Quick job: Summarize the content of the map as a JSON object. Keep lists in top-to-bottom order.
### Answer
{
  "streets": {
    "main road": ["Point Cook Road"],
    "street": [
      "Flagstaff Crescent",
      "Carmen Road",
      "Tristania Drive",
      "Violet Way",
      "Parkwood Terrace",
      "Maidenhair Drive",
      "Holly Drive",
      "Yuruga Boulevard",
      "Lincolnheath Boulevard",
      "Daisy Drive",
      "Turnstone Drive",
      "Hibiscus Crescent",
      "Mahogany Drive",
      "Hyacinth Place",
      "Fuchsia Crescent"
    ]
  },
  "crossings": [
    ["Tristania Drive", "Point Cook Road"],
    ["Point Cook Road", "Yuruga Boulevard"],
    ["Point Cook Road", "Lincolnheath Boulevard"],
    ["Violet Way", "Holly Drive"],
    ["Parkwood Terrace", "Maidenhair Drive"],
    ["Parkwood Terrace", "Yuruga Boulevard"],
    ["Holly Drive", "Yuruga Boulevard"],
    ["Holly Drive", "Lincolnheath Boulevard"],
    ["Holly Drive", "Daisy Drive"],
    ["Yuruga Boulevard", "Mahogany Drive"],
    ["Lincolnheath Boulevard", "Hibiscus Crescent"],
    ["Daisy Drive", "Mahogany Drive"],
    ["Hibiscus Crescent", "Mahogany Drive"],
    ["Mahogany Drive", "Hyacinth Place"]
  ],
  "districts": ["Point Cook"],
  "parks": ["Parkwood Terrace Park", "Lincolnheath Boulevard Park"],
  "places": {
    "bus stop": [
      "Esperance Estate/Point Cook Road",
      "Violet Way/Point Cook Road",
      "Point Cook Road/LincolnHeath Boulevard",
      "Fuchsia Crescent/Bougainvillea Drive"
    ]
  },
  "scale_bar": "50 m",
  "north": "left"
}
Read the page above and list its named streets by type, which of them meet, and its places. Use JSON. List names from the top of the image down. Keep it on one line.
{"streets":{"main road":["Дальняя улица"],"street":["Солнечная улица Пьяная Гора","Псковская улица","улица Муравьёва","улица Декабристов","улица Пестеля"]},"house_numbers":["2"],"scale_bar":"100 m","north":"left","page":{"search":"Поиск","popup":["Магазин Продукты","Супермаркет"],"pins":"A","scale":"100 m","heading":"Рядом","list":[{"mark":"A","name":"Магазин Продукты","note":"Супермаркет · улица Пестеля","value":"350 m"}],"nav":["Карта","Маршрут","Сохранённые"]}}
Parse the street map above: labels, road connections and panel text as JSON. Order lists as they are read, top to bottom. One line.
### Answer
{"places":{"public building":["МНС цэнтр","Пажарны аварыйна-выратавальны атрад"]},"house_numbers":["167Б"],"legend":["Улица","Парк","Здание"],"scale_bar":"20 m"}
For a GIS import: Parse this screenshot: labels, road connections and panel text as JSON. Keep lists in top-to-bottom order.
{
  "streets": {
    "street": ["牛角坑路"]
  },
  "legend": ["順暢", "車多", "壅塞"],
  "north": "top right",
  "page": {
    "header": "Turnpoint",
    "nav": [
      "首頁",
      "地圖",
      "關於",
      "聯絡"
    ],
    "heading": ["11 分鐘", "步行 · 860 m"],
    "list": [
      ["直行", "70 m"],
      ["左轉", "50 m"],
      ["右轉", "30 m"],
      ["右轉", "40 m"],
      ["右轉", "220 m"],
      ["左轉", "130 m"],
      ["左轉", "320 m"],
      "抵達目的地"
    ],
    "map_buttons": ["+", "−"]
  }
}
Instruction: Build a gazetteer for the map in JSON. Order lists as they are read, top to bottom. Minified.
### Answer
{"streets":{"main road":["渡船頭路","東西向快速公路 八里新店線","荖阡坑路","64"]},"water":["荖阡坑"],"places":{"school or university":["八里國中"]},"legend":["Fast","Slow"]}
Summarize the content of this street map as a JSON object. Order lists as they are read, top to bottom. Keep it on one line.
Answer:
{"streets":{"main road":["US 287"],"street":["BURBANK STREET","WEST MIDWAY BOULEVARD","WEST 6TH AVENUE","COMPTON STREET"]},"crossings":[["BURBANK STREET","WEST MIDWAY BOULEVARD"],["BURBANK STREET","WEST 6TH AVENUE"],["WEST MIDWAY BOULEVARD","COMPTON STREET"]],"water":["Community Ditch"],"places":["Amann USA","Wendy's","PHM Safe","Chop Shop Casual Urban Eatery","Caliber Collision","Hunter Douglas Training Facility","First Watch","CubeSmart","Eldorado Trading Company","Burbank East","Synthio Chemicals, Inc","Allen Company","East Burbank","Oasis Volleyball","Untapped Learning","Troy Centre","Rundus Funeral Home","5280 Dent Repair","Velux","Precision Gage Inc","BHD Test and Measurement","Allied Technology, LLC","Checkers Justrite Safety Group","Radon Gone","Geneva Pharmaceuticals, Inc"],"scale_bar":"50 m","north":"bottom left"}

......

• Task details:
Every entry must come back exactly as written above.

• Solution to this exercise:
Quick job: Summarize the content of the map as a JSON object. Keep lists in top-to-bottom order.
### Answer
{
  "streets": {
    "main road": ["Point Cook Road"],
    "street": [
      "Flagstaff Crescent",
      "Carmen Road",
      "Tristania Drive",
      "Violet Way",
      "Parkwood Terrace",
      "Maidenhair Drive",
      "Holly Drive",
      "Yuruga Boulevard",
      "Lincolnheath Boulevard",
      "Daisy Drive",
      "Turnstone Drive",
      "Hibiscus Crescent",
      "Mahogany Drive",
      "Hyacinth Place",
      "Fuchsia Crescent"
    ]
  },
  "crossings": [
    ["Tristania Drive", "Point Cook Road"],
    ["Point Cook Road", "Yuruga Boulevard"],
    ["Point Cook Road", "Lincolnheath Boulevard"],
    ["Violet Way", "Holly Drive"],
    ["Parkwood Terrace", "Maidenhair Drive"],
    ["Parkwood Terrace", "Yuruga Boulevard"],
    ["Holly Drive", "Yuruga Boulevard"],
    ["Holly Drive", "Lincolnheath Boulevard"],
    ["Holly Drive", "Daisy Drive"],
    ["Yuruga Boulevard", "Mahogany Drive"],
    ["Lincolnheath Boulevard", "Hibiscus Crescent"],
    ["Daisy Drive", "Mahogany Drive"],
    ["Hibiscus Crescent", "Mahogany Drive"],
    ["Mahogany Drive", "Hyacinth Place"]
  ],
  "districts": ["Point Cook"],
  "parks": ["Parkwood Terrace Park", "Lincolnheath Boulevard Park"],
  "places": {
    "bus stop": [
      "Esperance Estate/Point Cook Road",
      "Violet Way/Point Cook Road",
      "Point Cook Road/LincolnHeath Boulevard",
      "Fuchsia Crescent/Bougainvillea Drive"
    ]
  },
  "scale_bar": "50 m",
  "north": "left"
}
Read the page above and list its named streets by type, which of them meet, and its places. Use JSON. List names from the top of the image down. Keep it on one line.
{"streets":{"main road":["Дальняя улица"],"street":["Солнечная улица Пьяная Гора","Псковская улица","улица Муравьёва","улица Декабристов","улица Пестеля"]},"house_numbers":["2"],"scale_bar":"100 m","north":"left","page":{"search":"Поиск","popup":["Магазин Продукты","Супермаркет"],"pins":"A","scale":"100 m","heading":"Рядом","list":[{"mark":"A","name":"Магазин Продукты","note":"Супермаркет · улица Пестеля","value":"350 m"}],"nav":["Карта","Маршрут","Сохранённые"]}}
Parse the street map above: labels, road connections and panel text as JSON. Order lists as they are read, top to bottom. One line.
### Answer
{"places":{"public building":["МНС цэнтр","Пажарны аварыйна-выратавальны атрад"]},"house_numbers":["167Б"],"legend":["Улица","Парк","Здание"],"scale_bar":"20 m"}
For a GIS import: Parse this screenshot: labels, road connections and panel text as JSON. Keep lists in top-to-bottom order.
{
  "streets": {
    "street": ["牛角坑路"]
  },
  "legend": ["順暢", "車多", "壅塞"],
  "north": "top right",
  "page": {
    "header": "Turnpoint",
    "nav": [
      "首頁",
      "地圖",
      "關於",
      "聯絡"
    ],
    "heading": ["11 分鐘", "步行 · 860 m"],
    "list": [
      ["直行", "70 m"],
      ["左轉", "50 m"],
      ["右轉", "30 m"],
      ["右轉", "40 m"],
      ["右轉", "220 m"],
      ["左轉", "130 m"],
      ["左轉", "320 m"],
      "抵達目的地"
    ],
    "map_buttons": ["+", "−"]
  }
}
Instruction: Build a gazetteer for the map in JSON. Order lists as they are read, top to bottom. Minified.
### Answer
{"streets":{"main road":["渡船頭路","東西向快速公路 八里新店線","荖阡坑路","64"]},"water":["荖阡坑"],"places":{"school or university":["八里國中"]},"legend":["Fast","Slow"]}
Summarize the content of this street map as a JSON object. Order lists as they are read, top to bottom. Keep it on one line.
Answer:
{"streets":{"main road":["US 287"],"street":["BURBANK STREET","WEST MIDWAY BOULEVARD","WEST 6TH AVENUE","COMPTON STREET"]},"crossings":[["BURBANK STREET","WEST MIDWAY BOULEVARD"],["BURBANK STREET","WEST 6TH AVENUE"],["WEST MIDWAY BOULEVARD","COMPTON STREET"]],"water":["Community Ditch"],"places":["Amann USA","Wendy's","PHM Safe","Chop Shop Casual Urban Eatery","Caliber Collision","Hunter Douglas Training Facility","First Watch","CubeSmart","Eldorado Trading Company","Burbank East","Synthio Chemicals, Inc","Allen Company","East Burbank","Oasis Volleyball","Untapped Learning","Troy Centre","Rundus Funeral Home","5280 Dent Repair","Velux","Precision Gage Inc","BHD Test and Measurement","Allied Technology, LLC","Checkers Justrite Safety Group","Radon Gone","Geneva Pharmaceuticals, Inc"],"scale_bar":"50 m","north":"bottom left"}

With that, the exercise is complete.